Word vector: As long as the vector used to express words can be called lyrics vector, such methods Word2vec more famous, in fact, one-hot representation can also be used as the word vector.posted on 2015-10-11 add Comment thanksShareCollection • No help · Report
Yang ChaoProgrammerLu Shengjun,Phil Zeng, clams and foxes agree. Since the main word vector (distributed representation) of the working principle of what, should not be asked to obtain the principle of vector algorithm.

Let's give a popular example.
Modern people see BMW, Mercedes-Benz These two words, the first eye of the reaction is mostly cars. But if you show it to the Ancients, the ancients must not think of the car.
Why, because the ancients did not have the relevant knowledge, can only literally understand the two words, namely < Bao, MA >,< Ben, Chi >.
To the computer, the computer saw is also the literal meaning, the two strings is unrelated (if the computer BMW and sword, it can find the two words a bit like).
How to let the computer put these two words together, this is statistical learning to do, because we have a lot of resources can be used, the computer can use some algorithms from these resources to learn the relationship between words, like human, every day to listen to people say this car is BMW, that car is Mercedes-Benz, long know that these two things are cars. But BMW in some contexts is not necessarily a car, such as the novel XX body across XX BMW, which is BMW refers to animals.

We can introduce a vector representation of words, such as:
< cars, luxury, animals, action, food >

The method of statistical learning can learn the expression of each word. It may have learned that
BMW = <0.5, 0.2, 0.2, 0.0, 0.1>
mercedes = <0.7, 0.2, 0.0, 0.1, 0.0>

In this way, two words that are literally irrelevant are linked together.

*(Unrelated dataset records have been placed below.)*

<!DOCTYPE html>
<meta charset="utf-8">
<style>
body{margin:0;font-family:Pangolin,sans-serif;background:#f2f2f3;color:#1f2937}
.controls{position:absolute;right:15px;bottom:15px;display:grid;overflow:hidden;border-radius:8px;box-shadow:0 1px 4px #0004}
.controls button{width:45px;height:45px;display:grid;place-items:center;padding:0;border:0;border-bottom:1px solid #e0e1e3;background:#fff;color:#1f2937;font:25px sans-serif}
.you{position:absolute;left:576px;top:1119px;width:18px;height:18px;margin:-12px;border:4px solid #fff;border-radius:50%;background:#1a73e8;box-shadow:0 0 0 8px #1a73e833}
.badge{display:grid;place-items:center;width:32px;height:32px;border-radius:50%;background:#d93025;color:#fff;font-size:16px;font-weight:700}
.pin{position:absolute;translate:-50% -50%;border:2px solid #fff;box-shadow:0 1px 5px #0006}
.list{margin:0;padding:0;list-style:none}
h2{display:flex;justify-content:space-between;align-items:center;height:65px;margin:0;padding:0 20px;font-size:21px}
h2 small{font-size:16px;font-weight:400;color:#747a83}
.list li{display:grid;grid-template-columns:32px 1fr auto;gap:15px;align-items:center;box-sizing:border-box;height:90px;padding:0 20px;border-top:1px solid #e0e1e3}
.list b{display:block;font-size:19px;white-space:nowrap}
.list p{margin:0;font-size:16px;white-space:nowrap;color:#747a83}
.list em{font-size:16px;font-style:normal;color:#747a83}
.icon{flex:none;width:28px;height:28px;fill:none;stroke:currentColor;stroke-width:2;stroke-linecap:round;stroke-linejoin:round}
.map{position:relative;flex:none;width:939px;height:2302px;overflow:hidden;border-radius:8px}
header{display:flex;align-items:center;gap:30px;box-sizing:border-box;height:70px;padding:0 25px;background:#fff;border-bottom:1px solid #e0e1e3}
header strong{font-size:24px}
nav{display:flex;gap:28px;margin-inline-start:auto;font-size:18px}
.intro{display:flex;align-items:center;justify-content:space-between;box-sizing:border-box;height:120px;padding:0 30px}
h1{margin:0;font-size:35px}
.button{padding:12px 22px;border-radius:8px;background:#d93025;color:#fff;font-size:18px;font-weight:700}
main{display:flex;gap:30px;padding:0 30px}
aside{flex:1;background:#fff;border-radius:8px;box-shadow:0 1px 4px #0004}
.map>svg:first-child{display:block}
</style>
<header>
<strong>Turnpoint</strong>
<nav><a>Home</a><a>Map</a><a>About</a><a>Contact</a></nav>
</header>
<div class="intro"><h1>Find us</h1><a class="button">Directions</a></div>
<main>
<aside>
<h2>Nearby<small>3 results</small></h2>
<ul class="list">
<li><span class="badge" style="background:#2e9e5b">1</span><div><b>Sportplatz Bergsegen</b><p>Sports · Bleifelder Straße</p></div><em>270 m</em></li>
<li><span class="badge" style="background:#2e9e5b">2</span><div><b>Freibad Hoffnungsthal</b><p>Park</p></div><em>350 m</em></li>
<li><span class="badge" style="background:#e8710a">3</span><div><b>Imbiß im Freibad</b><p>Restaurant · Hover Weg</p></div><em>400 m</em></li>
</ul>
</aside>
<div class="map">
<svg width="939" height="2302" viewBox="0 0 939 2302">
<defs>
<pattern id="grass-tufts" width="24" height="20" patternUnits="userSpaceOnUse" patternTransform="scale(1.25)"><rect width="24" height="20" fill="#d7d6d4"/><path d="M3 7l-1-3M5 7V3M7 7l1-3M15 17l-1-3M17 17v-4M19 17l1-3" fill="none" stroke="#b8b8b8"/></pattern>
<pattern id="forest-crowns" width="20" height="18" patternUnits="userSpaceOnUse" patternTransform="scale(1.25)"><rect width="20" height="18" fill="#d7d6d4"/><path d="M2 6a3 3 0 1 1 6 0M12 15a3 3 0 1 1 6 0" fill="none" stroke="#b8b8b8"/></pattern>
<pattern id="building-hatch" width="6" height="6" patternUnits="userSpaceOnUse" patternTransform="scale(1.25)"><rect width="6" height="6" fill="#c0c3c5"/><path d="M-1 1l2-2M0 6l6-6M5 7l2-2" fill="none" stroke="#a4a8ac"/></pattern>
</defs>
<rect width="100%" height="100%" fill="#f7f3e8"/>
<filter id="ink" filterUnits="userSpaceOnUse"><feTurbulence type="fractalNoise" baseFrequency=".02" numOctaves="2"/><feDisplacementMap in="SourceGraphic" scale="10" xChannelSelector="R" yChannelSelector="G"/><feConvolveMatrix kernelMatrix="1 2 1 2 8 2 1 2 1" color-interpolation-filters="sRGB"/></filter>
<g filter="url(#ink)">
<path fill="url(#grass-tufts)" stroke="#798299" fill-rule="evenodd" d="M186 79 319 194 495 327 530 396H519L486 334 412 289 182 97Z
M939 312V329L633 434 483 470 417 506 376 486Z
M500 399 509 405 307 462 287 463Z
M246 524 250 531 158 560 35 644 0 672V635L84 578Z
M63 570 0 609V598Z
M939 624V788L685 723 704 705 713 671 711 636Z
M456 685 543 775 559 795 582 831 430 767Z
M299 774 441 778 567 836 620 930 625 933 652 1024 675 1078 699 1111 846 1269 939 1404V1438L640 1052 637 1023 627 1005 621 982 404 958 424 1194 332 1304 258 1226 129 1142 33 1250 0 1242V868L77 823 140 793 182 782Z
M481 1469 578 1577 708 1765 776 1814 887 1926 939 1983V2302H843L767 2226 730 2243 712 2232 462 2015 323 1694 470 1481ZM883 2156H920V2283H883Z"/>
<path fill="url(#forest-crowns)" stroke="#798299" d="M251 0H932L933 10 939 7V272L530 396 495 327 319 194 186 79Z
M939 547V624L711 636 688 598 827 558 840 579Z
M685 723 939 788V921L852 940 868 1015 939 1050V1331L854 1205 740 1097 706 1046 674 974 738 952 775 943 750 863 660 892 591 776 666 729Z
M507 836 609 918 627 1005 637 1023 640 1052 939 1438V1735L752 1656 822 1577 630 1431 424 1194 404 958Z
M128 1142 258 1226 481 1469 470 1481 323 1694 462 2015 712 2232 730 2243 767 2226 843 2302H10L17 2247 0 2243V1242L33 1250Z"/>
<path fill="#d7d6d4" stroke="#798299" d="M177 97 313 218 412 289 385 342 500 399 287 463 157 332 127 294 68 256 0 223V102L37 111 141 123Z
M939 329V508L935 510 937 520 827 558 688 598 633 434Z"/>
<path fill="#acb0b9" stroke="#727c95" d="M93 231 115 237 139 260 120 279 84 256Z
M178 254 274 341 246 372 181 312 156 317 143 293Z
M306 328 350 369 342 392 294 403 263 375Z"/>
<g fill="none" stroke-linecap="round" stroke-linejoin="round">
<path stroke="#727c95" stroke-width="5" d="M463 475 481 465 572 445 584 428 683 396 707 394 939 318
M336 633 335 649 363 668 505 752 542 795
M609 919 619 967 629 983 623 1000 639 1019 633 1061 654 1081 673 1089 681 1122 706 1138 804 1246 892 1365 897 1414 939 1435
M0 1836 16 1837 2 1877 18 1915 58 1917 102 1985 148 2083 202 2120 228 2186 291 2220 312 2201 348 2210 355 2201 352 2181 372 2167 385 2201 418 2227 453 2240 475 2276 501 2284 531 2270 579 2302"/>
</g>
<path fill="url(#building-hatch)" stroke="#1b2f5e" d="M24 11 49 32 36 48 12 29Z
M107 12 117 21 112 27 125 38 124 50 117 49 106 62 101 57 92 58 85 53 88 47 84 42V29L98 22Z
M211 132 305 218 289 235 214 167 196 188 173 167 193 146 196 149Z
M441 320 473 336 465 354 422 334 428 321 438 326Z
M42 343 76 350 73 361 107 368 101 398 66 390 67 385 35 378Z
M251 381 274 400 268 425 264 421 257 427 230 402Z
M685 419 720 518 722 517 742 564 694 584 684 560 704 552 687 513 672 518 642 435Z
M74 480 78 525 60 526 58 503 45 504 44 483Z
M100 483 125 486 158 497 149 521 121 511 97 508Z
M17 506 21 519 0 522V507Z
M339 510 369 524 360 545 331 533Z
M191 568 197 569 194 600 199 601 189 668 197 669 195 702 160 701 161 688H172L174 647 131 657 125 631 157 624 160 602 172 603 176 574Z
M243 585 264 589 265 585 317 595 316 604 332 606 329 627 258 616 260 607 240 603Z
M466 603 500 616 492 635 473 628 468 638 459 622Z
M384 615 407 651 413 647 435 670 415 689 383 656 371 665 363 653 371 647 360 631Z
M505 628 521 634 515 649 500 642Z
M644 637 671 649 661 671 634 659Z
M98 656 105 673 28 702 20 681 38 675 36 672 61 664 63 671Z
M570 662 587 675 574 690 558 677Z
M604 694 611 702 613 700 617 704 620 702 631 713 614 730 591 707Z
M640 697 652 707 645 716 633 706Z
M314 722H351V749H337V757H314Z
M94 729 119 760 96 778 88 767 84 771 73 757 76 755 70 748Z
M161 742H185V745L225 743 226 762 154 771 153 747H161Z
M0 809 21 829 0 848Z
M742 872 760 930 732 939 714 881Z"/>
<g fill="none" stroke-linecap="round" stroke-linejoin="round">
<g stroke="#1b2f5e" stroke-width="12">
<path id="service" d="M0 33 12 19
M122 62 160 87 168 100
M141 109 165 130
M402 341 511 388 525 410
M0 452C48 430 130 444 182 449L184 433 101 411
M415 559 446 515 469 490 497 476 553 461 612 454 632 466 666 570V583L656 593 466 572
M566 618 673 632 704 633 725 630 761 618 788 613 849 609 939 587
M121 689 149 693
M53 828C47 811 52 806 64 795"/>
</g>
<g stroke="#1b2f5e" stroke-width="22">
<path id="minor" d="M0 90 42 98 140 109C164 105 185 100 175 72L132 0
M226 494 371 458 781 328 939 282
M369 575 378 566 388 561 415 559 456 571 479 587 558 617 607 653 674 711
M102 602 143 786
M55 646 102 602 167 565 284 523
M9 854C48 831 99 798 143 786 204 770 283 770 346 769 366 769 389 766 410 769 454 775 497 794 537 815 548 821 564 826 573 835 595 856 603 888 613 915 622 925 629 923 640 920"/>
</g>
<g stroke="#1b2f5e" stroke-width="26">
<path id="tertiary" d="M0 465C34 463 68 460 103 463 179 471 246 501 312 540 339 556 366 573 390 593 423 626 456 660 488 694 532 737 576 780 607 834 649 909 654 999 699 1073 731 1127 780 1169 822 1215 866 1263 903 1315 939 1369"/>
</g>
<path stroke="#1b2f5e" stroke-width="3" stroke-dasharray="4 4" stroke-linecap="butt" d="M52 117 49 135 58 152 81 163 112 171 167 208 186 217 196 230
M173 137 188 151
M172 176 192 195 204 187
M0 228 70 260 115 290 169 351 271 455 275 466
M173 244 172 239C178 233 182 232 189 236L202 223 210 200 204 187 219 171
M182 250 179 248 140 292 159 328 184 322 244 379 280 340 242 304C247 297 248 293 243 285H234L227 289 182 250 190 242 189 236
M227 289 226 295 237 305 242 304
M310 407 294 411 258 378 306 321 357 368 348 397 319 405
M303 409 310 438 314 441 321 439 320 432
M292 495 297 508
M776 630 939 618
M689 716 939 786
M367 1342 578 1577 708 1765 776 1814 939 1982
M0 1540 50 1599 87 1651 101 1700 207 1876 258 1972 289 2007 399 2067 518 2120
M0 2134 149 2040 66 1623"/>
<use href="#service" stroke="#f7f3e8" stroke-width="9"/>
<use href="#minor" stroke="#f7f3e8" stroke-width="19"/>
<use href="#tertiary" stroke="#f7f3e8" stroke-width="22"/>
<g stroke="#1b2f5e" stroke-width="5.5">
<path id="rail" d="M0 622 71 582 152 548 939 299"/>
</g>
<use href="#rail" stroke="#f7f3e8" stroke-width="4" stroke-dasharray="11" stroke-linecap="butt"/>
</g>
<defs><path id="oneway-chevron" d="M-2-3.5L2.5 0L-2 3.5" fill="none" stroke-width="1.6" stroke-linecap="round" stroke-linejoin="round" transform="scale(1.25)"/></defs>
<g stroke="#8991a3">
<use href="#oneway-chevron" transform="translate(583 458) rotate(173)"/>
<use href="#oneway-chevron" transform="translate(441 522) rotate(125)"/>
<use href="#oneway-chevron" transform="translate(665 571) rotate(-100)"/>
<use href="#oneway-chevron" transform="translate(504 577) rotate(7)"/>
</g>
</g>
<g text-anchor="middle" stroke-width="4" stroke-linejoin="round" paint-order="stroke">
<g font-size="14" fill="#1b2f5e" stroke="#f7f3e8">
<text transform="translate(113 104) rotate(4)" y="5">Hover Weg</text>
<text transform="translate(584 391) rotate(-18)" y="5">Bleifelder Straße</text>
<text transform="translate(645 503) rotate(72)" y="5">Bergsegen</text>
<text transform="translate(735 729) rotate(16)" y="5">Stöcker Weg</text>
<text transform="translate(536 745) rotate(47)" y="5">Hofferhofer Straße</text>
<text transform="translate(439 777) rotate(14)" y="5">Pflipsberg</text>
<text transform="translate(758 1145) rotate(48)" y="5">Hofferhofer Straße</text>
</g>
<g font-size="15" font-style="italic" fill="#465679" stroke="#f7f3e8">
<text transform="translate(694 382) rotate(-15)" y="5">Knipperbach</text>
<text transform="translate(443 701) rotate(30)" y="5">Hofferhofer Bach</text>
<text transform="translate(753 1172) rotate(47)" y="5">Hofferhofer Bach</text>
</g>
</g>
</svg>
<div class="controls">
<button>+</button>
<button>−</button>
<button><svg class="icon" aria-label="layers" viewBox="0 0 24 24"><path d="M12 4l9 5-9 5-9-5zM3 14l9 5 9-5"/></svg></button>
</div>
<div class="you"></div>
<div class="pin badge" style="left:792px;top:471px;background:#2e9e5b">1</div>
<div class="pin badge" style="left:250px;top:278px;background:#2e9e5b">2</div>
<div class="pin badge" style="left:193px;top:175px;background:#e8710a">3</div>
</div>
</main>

As for how to learn, two common methods:
Statistics common occurrences (LDA, a Bayesian probabilistic model).
Based on a similar context (Word2vec, or NN).
It has been tricky to this.

What does the

Word vector (distributed representation) work?

Contact Us

The content source of this page is from Internet, which doesn't represent Alibaba Cloud's opinion; products and services mentioned on that page don't have any relationship with Alibaba Cloud. If the content of the page makes you feel confusing, please write us an email, we will handle the problem within 5 days after receiving your email.

If you find any instances of plagiarism from the community, please send an email to: info-contact@alibabacloud.com and provide relevant evidence. A staff member will contact you within 5 working days.

A Free Trial That Lets You Build Big!

Start building with 50+ products and up to 12 months usage for Elastic Compute Service

  • Sales Support

    1 on 1 presale consultation

  • After-Sales Support

    24/7 Technical Support 6 Free Tickets per Quarter Faster Response

  • Alibaba Cloud offers highly flexible support services tailored to meet your exact needs.